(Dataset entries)
== Segment start ==

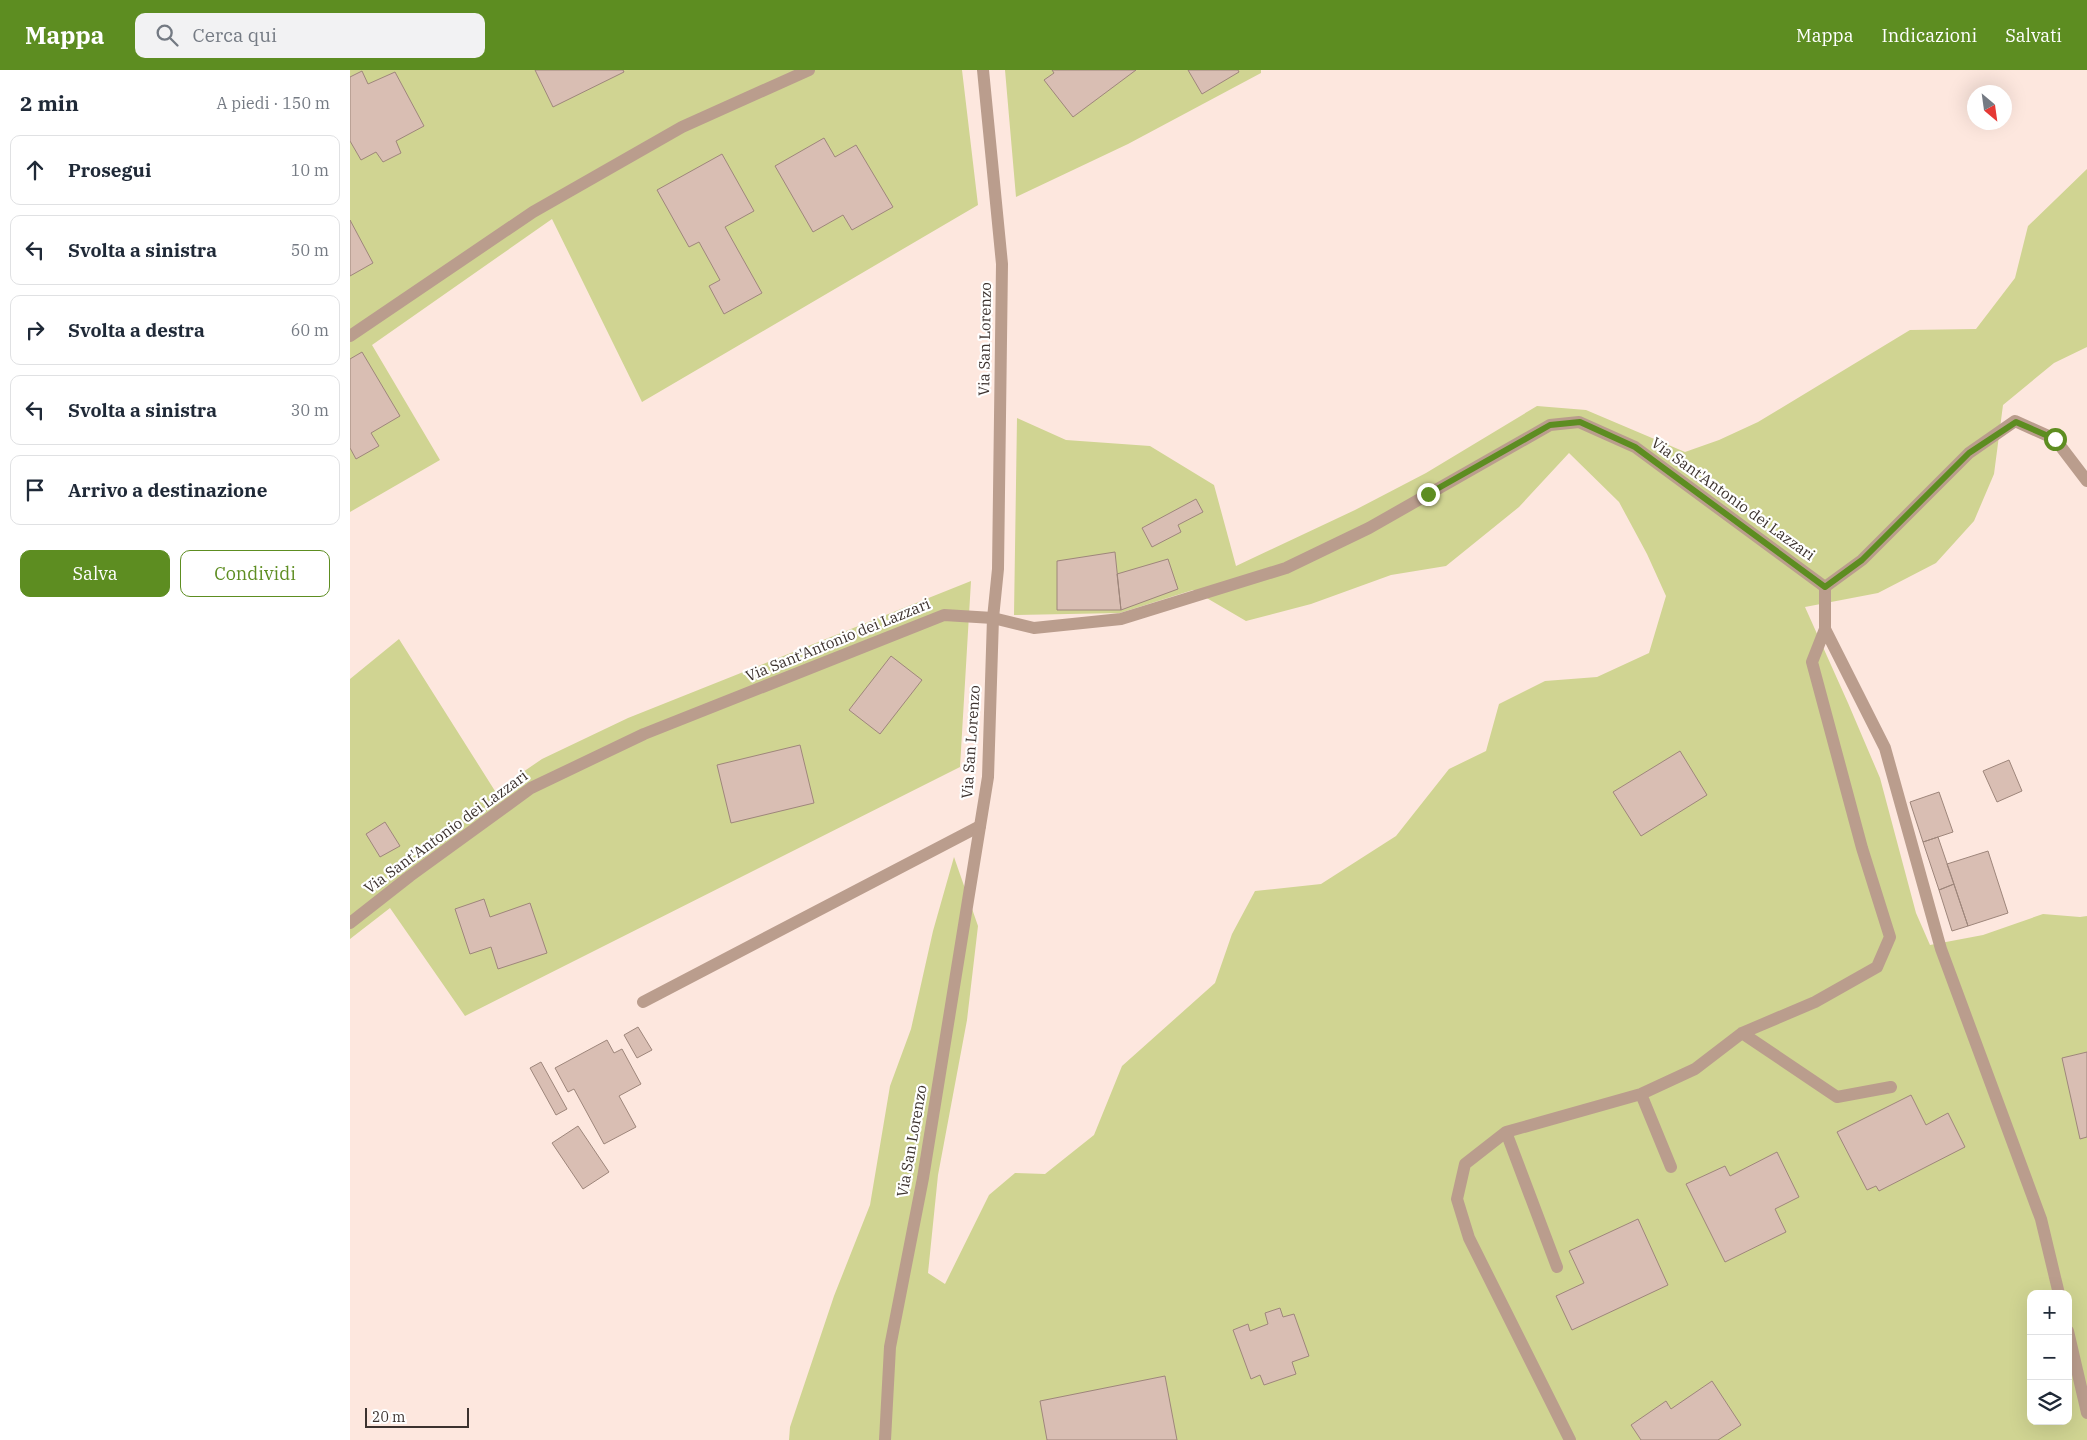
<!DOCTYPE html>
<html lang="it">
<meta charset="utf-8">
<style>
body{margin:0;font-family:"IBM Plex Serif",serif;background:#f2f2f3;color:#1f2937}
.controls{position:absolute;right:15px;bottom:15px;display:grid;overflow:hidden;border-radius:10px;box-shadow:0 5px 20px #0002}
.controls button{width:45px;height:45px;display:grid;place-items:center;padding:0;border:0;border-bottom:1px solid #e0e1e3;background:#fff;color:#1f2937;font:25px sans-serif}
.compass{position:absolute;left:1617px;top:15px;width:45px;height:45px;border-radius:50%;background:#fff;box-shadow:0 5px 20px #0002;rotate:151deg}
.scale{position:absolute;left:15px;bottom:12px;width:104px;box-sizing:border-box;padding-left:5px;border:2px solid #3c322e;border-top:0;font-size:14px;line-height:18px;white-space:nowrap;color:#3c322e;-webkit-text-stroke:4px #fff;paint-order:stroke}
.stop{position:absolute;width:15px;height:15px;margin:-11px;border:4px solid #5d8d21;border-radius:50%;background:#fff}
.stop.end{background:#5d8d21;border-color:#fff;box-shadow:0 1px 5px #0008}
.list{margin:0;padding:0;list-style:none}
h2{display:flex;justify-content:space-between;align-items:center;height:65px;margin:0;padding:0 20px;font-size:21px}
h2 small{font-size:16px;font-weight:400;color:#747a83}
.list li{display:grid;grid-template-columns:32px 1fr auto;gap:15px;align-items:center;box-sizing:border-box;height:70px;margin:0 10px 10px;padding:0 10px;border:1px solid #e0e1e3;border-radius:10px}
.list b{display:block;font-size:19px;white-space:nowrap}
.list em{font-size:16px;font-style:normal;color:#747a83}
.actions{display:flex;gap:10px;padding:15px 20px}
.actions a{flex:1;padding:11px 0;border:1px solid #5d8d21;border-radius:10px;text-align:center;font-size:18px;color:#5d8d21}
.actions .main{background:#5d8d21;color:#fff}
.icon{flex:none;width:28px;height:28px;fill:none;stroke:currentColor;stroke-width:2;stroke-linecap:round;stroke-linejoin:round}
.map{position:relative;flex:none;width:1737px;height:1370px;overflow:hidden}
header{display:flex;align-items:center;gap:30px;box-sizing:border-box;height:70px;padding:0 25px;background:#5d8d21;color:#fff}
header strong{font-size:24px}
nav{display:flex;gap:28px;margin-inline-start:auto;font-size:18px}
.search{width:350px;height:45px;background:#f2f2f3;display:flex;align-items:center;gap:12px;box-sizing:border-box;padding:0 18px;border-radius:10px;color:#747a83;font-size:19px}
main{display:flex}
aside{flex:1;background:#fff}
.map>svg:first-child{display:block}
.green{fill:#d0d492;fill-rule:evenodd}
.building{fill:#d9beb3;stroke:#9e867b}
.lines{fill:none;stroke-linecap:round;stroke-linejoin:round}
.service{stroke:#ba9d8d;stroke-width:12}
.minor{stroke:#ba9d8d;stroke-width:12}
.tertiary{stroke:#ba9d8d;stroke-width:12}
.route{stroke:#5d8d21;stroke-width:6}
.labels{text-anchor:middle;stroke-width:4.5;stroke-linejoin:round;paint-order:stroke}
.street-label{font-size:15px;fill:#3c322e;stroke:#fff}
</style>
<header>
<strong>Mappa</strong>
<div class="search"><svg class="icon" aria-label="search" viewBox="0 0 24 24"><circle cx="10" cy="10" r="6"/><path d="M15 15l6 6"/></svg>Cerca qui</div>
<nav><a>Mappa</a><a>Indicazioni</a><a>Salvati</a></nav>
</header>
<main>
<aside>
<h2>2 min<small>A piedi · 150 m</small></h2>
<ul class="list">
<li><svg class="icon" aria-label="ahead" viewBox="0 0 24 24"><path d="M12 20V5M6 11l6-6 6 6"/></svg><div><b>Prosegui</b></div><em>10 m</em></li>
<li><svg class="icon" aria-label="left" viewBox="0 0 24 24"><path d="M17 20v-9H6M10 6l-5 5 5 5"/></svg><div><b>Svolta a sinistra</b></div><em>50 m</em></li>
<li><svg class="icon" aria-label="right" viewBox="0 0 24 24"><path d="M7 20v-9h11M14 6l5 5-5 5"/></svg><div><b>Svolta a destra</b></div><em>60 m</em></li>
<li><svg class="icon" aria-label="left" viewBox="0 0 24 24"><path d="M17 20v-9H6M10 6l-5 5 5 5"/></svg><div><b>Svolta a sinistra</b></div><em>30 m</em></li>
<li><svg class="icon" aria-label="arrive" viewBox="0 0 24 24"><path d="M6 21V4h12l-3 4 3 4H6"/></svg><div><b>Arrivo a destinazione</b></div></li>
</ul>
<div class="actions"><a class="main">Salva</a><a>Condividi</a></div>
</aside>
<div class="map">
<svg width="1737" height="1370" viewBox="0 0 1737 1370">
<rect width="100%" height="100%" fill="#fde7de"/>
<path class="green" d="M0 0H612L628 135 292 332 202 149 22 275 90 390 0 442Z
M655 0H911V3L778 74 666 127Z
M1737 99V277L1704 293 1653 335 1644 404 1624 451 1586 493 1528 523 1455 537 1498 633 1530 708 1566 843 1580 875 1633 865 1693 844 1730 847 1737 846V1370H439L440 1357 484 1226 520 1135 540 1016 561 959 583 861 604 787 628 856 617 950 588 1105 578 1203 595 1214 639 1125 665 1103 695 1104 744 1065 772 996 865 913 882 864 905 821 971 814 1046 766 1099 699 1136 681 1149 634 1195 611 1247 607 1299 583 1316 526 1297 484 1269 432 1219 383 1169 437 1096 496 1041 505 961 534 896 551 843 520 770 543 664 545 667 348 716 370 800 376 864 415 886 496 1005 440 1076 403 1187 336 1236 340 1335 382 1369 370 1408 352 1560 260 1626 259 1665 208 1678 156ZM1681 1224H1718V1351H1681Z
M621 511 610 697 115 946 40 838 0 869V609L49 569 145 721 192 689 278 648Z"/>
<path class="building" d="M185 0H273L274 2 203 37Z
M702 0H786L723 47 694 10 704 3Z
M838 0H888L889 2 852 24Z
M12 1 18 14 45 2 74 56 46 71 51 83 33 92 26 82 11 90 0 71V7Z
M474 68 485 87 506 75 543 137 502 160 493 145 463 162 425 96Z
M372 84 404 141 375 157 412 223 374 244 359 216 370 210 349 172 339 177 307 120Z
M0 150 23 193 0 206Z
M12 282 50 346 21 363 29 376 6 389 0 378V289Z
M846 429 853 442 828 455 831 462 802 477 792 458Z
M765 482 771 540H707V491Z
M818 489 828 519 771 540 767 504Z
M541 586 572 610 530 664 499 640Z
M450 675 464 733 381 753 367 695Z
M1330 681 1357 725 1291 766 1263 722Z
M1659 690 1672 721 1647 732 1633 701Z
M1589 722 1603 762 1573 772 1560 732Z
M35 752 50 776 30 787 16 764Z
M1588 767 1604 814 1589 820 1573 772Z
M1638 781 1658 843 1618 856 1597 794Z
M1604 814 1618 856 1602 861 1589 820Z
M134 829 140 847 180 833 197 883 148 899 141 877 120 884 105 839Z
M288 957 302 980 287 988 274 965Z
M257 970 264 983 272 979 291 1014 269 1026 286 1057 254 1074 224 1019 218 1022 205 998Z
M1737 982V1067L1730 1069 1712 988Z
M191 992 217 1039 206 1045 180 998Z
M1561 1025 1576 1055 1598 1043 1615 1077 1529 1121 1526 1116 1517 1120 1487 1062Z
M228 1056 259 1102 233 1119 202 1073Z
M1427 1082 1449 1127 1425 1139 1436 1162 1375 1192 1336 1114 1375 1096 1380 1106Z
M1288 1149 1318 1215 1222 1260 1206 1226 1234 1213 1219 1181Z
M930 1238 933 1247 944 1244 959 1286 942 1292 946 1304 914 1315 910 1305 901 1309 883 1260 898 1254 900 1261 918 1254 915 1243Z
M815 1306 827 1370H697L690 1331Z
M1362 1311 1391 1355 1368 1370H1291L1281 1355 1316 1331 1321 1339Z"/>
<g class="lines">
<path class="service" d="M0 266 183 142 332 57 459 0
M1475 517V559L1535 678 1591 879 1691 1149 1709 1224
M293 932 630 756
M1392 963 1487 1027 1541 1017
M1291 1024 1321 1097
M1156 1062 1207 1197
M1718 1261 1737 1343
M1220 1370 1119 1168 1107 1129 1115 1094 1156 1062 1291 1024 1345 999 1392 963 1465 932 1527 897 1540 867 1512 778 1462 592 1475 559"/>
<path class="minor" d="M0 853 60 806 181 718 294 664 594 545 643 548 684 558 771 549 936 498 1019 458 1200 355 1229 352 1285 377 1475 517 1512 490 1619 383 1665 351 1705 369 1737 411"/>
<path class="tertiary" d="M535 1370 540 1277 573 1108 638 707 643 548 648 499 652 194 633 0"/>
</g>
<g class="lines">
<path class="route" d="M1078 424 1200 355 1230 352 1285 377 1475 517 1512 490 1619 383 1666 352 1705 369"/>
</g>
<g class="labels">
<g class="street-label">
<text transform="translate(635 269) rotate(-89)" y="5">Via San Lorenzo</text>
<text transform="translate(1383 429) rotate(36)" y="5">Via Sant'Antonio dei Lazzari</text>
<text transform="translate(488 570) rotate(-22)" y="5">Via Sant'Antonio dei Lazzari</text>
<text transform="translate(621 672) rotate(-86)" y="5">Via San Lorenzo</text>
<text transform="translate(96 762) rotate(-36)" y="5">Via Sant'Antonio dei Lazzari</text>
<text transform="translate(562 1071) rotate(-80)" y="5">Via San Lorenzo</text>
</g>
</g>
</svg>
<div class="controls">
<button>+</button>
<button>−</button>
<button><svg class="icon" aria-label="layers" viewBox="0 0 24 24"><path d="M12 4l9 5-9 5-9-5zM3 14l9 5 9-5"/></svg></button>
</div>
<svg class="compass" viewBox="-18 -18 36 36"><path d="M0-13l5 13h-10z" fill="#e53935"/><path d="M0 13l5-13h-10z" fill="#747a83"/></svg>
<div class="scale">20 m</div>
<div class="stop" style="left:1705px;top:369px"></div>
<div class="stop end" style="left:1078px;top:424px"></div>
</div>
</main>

== Segment end ==

# [Exercise]
Search term "shadow": return each line of the data that contains it.

# [Solution to this task]
.controls{position:absolute;right:15px;bottom:15px;display:grid;overflow:hidden;border-radius:10px;box-shadow:0 5px 20px #0002}
.compass{position:absolute;left:1617px;top:15px;width:45px;height:45px;border-radius:50%;background:#fff;box-shadow:0 5px 20px #0002;rotate:151deg}
.stop.end{background:#5d8d21;border-color:#fff;box-shadow:0 1px 5px #0008}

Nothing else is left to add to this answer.